» WHAT TO WORK ON: From the records, report how many lines hold the word "song", with the number as the sole reply.
==========
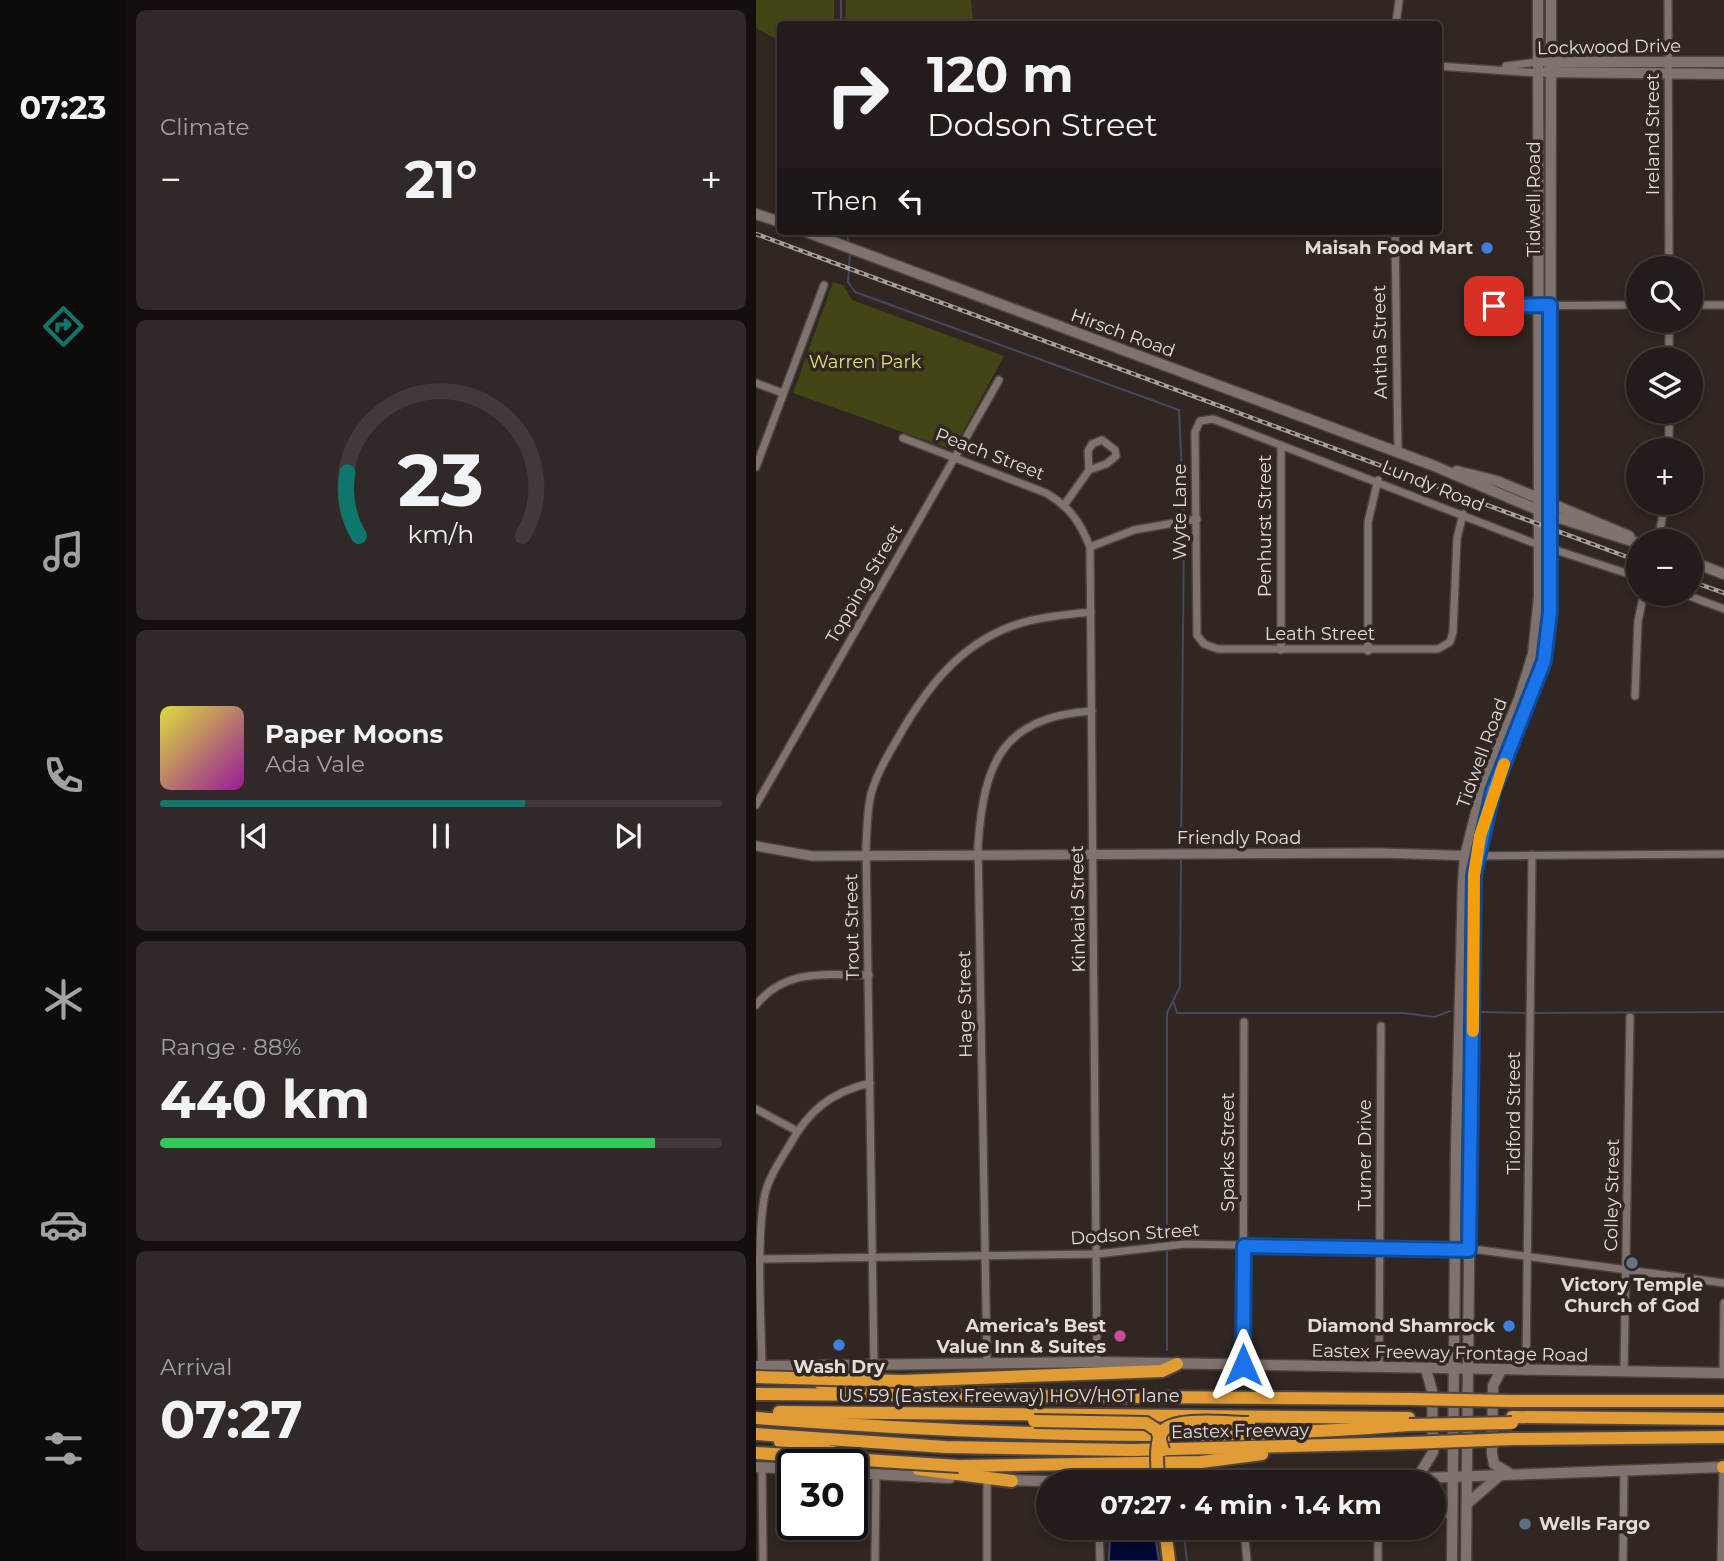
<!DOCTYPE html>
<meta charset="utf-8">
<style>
:root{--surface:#241c1a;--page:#302927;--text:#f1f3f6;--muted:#a3a1a2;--line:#413a39;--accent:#0f766e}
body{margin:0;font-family:Montserrat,sans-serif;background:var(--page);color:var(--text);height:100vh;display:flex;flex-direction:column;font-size:26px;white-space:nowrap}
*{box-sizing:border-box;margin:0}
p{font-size:23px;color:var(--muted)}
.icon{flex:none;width:38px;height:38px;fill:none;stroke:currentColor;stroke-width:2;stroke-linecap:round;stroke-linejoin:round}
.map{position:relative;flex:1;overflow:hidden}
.panel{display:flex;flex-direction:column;gap:10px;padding:10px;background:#140f0e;width:630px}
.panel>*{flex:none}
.guide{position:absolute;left:21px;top:21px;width:665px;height:214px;border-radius:7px;box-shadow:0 4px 10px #0003,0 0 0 2px var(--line);background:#241c1a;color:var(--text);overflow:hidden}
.fabs{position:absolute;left:870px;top:256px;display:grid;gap:14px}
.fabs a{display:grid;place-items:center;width:77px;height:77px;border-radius:50%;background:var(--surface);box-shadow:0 4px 10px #0003,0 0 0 2px var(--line);font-size:35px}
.speed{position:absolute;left:21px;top:1449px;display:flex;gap:14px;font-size:35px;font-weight:700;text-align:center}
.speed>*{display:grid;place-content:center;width:91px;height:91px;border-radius:50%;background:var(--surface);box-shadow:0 4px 10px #0003,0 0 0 2px var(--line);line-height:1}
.speed .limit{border:4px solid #111;border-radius:10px;background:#fff;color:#111}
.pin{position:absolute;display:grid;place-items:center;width:60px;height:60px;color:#fff;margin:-30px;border-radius:14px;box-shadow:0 4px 10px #0006}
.me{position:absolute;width:77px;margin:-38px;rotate:0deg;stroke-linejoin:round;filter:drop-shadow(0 0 5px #0008)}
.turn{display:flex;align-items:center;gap:24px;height:147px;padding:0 35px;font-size:32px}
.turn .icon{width:91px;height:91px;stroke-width:2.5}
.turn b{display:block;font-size:49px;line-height:60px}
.then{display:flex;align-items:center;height:66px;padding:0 35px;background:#0003;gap:14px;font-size:26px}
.big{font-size:52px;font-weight:700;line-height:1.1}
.panel .widget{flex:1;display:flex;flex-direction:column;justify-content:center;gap:10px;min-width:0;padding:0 24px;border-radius:10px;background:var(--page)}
.panel .dial{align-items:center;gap:0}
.dial svg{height:182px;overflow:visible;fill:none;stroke:var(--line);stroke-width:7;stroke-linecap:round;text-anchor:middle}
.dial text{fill:var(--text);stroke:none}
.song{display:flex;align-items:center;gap:21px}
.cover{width:84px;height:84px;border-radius:10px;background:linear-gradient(135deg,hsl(60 70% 55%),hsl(300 70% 35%))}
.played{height:7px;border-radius:4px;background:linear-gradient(90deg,var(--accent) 65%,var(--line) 65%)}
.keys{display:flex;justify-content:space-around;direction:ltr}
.heat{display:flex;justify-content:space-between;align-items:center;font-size:38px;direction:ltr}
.charge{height:10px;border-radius:5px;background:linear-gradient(90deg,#34c759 88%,var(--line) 0)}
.trip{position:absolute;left:280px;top:1470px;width:410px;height:70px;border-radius:35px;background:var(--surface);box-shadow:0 4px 10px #0003,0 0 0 2px var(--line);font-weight:700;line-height:70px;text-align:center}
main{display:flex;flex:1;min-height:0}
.tabs{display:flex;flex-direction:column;width:126px;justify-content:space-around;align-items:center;background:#0e0b0a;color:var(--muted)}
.tabs .icon{width:49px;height:49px}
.tabs .current{color:var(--accent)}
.tabs b{font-size:32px;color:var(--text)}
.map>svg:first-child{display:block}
</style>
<main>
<nav class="tabs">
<b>07:23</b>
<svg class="icon current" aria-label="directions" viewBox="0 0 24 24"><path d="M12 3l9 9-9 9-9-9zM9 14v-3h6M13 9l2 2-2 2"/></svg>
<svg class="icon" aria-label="music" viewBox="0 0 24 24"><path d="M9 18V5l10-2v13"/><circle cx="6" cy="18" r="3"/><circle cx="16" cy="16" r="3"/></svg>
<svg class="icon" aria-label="phone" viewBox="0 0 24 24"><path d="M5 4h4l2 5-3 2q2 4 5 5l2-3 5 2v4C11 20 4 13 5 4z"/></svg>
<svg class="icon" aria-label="climate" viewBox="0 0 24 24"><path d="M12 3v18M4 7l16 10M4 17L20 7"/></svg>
<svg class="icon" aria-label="car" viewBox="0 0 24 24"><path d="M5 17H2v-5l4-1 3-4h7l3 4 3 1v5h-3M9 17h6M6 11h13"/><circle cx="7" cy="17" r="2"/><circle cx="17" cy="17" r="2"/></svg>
<svg class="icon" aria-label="filters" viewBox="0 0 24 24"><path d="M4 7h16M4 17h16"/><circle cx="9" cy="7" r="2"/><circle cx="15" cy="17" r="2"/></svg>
</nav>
<section class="panel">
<div class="widget"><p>Climate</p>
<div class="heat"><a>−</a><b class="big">21°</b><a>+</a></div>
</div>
<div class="widget dial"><svg viewBox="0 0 100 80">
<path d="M14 69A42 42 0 1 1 86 69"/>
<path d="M14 69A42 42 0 0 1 9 41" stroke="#0f766e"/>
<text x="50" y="56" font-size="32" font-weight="700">23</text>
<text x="50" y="72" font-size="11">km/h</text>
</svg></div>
<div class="widget">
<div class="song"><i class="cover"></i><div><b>Paper Moons</b><p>Ada Vale</p></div></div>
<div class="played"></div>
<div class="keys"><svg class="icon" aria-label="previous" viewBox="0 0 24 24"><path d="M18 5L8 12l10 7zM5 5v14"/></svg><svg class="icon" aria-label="pause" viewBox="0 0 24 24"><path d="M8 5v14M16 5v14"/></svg><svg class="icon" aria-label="next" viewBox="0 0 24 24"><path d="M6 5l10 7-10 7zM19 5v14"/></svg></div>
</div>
<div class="widget"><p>Range · 88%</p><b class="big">440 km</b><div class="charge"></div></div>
<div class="widget"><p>Arrival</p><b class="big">07:27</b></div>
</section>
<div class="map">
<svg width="968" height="1561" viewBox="0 0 968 1561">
<rect width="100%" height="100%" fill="#302622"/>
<g fill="#444514">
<polygon points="0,0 78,0 78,24 24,24 24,41 0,28"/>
<polygon points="90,0 215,0 217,24 89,24"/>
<polygon points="77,282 87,285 96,300 248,356 197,450 37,393"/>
</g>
<polygon fill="#000831" stroke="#444863" stroke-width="2" points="354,1528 398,1528 403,1561 353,1561"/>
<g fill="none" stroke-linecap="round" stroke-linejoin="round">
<g stroke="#444863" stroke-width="2">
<polyline points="85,0 85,24"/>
<polyline points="90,231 93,245"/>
<polyline points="94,253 92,282 99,292 423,410 428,519"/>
<polyline points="425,852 428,525"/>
<polyline points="418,1003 421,1013 648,1013 678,1017 694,1011"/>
<polyline points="726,1012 771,1013"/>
<polyline points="777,1013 968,1012"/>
<polyline points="411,1244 411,1013 424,987 425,857"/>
<polyline points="411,1250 411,1350"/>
<polyline points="427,1528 431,1561"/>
</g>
<g stroke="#4d4441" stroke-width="10">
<g id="minor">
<polyline points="912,0 913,268"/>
<polyline points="640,24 643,0"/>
<polyline points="682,66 782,73"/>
<polyline points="750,66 782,62"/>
<polyline points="639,231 642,452"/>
<polyline points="934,305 968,305"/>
<polyline points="738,306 882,305"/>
<polyline points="913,320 913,359"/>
<polyline points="0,383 27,393"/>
<polyline points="913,411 913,450"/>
<path d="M147,438L290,493C314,507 324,522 334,547L341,1362"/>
<polyline points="0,467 68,285"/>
<polyline points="309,504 333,470 332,451 336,444 346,440 359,450 360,456 350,464 333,470"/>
<polyline points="707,514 701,538 697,632 694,642 682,649 462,649 448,644 441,635 439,432 444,421 457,419 775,542 882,577"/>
<polyline points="902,541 909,502"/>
<polyline points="334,547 378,530 441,519"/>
<polyline points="925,593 968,609"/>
<polyline points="525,650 525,445"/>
<polyline points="612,651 612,522 622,480"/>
<polyline points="879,696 882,621 888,593"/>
<polyline points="0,805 243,380"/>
<polyline points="721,856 968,854"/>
<path d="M0,1005C29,968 70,975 113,975"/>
<polyline points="0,1109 41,1131"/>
<polyline points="0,1259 341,1254 429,1244 662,1249 724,1250 968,1283"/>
<path d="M231,1363L222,845C228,764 245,717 336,711"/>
<polyline points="487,1365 488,1022"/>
<path d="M6,1366C5,1319 0,1236 9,1194C13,1177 24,1161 33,1146C52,1111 75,1092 114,1083"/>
<path d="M118,1366L110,847C111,830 111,811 115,794C121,773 132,755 143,736C170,689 202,646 256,626C281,617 308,615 335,612"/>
<polyline points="623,1368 625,1026"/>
<polyline points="770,1371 776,855"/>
<polyline points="868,1372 874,1017"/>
<polyline points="967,1373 968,1303"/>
<polyline points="6,1468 7,1561"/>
<polyline points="343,1528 344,1561"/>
<polyline points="488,1528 491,1561"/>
<polyline points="119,1561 120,1475"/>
<polyline points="231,1561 231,1480"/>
<polyline points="622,1561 622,1528"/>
<polyline points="867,1561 868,1471"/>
<polyline points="965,1561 967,1467"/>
</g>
</g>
<g stroke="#4d4441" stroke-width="12">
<polyline id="tertiary" points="0,846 56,856 624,853 721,856"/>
</g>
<g stroke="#4d4441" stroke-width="13">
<g id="secondary">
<polyline points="790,62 968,62"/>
<polyline points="790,72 968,74"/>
<polyline points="0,214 24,222"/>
<polyline points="48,231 676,465 794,515 882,543"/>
<polyline points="701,471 741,481 873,536"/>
<polyline points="934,561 968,574"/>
<polyline points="0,1366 341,1362 968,1373"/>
<polyline points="745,1370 737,1386 736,1454 738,1464 753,1473"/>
<polyline points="0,1467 37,1469"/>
<polyline points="96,1473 194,1478"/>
<polyline points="251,1480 322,1482"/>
<polyline points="660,1480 677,1452 676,1391 670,1369"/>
<polyline points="556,1482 968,1467"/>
<polyline points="677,1493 695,1515"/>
<polyline points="712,1503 743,1476"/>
<polyline points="696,1561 700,1149 707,882 709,856 727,785 763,699 777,654 783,597 782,0"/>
<polyline points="710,1561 717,875 737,791 788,661 794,612 795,0"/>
</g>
</g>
<g stroke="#4d4441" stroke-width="16">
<g id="motorway">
<polyline points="146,1381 406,1371 421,1364"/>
<polyline points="64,1383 104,1394"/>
<polyline points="0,1394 654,1399"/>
<polyline points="755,1401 968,1401"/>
<polyline points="23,1412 653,1418"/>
<polyline points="756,1417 968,1419"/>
<path d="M0,1418C217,1434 436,1443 653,1425"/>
<polyline points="0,1434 189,1447 377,1450 653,1443"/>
<polyline points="757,1439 968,1437"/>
<polyline points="24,1442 86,1454"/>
<polyline points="203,1466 445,1462 506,1454"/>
<polyline points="967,1467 968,1467"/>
<polyline points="162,1469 256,1481"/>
<polyline points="409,1528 413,1561"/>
</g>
</g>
<use href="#minor" stroke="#80736e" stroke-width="7"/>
<use href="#tertiary" stroke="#80736e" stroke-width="9"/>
<use href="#secondary" stroke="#80736e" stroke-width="10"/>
<use href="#motorway" stroke="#e19c35" stroke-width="12"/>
<g stroke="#a79f9b" stroke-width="4.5">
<g id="rail">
<polyline points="0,234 882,561"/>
<polyline points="934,581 968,593"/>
</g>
</g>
<use href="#rail" stroke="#302622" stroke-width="2" stroke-dasharray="5" stroke-linecap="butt"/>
<g stroke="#4d4441" stroke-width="16" stroke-linecap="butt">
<g id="motorway-bridge">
<polyline points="0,1377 146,1381"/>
<polyline points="654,1399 755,1401"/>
<polyline points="278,1421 390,1423 401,1430 407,1450"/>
<polyline points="653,1425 756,1423"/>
<polyline points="653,1443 757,1439"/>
<polyline points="0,1453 203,1466"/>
<path d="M402,1482C402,1468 398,1445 406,1432C417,1416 473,1423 493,1423"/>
</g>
</g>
<use href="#motorway-bridge" stroke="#e19c35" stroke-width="12"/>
</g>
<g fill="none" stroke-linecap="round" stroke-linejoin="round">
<g stroke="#114b97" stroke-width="18">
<polyline id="route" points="487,1365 488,1246 713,1250 718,875 737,791 788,661 794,612 794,305 738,306"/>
</g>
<use href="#route" stroke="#1a73e8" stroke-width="12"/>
<polyline stroke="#f59e0b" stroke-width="12" points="717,1031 718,875 724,836 748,764"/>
</g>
<g fill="#3f7fe0" stroke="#302622" stroke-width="2.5">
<circle cx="731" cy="248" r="7"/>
<circle cx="753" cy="1326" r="7"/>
<circle cx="83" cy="1345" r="7"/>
</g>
<circle fill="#6b7280" stroke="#302622" stroke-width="2.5" cx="876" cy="1263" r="7"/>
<circle fill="#d1479c" stroke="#302622" stroke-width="2.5" cx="364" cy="1336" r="7"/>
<circle fill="#5c6f8a" stroke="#302622" stroke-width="2.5" cx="769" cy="1524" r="7"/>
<g text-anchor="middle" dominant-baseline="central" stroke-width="7" stroke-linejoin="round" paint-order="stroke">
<g font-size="18" fill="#e3dcd9" stroke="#302622">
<text transform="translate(853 47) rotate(-1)">Lockwood Drive</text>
<text transform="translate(897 134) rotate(-90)">Ireland Street</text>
<text transform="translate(778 199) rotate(-90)">Tidwell Road</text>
<text transform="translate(367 333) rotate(20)">Hirsch Road</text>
<text transform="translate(624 342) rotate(-91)">Antha Street</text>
<text transform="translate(234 454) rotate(21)">Peach Street</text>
<text transform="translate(677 486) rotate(22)">Lundy Road</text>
<text transform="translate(424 512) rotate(-90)">Wyte Lane</text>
<text transform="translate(509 526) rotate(-90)">Penhurst Street</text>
<text transform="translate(108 584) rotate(-60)">Topping Street</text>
<text x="564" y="634">Leath Street</text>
<text transform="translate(726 753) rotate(-70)">Tidwell Road</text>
<text x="483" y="838">Friendly Road</text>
<text transform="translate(322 909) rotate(-91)">Kinkaid Street</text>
<text transform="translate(96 927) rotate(-91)">Trout Street</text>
<text transform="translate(209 1004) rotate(-91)">Hage Street</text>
<text transform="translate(758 1113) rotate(-90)">Tidford Street</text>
<text transform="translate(472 1152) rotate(-90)">Sparks Street</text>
<text transform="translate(609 1155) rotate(-90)">Turner Drive</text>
<text transform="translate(856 1195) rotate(-89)">Colley Street</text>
<text transform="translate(379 1234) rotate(-4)">Dodson Street</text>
<text transform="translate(694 1353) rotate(1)">Eastex Freeway Frontage Road</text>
<text x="253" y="1396">US 59 (Eastex Freeway) HOV/HOT lane</text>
<text transform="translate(484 1431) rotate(-1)">Eastex Freeway</text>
</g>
<g font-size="18" font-weight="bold" fill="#e3dcd9" stroke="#302622" text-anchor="end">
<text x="717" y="248">Maisah Food Mart</text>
<text x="876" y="1285" text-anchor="middle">Victory Temple<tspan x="876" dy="21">Church of God</tspan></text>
<text x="350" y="1326">America’s Best<tspan x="350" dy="21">Value Inn &amp; Suites</tspan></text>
<text x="739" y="1326">Diamond Shamrock</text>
<text x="83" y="1367" text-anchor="middle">Wash Dry</text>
<text x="783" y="1524" text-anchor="start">Wells Fargo</text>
</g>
<g font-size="18" fill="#dee271" stroke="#302622">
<text x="109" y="362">Warren Park</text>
</g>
</g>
</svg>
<div class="fabs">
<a><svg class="icon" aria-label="search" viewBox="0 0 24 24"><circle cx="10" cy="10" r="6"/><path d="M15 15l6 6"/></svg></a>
<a><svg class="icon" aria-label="layers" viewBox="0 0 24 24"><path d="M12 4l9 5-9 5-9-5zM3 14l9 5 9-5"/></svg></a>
<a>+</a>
<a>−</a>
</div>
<div class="speed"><div class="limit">30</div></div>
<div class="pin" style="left:738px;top:306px;background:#d93025"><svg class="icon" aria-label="arrive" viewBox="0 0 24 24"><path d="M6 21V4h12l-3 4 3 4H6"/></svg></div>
<svg class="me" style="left:487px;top:1365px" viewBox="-20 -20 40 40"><path d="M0-17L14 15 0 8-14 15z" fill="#1a73e8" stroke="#fff" stroke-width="4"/></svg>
<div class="trip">07:27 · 4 min · 1.4 km</div>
<div class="guide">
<div class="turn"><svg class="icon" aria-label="right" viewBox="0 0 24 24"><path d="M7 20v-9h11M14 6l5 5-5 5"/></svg><div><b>120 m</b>Dodson Street</div></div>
<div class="then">Then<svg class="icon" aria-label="left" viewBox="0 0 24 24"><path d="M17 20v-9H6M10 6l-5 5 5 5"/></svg></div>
</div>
</div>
</main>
==========
» SOLUTION FOR THIS PROBLEM: 2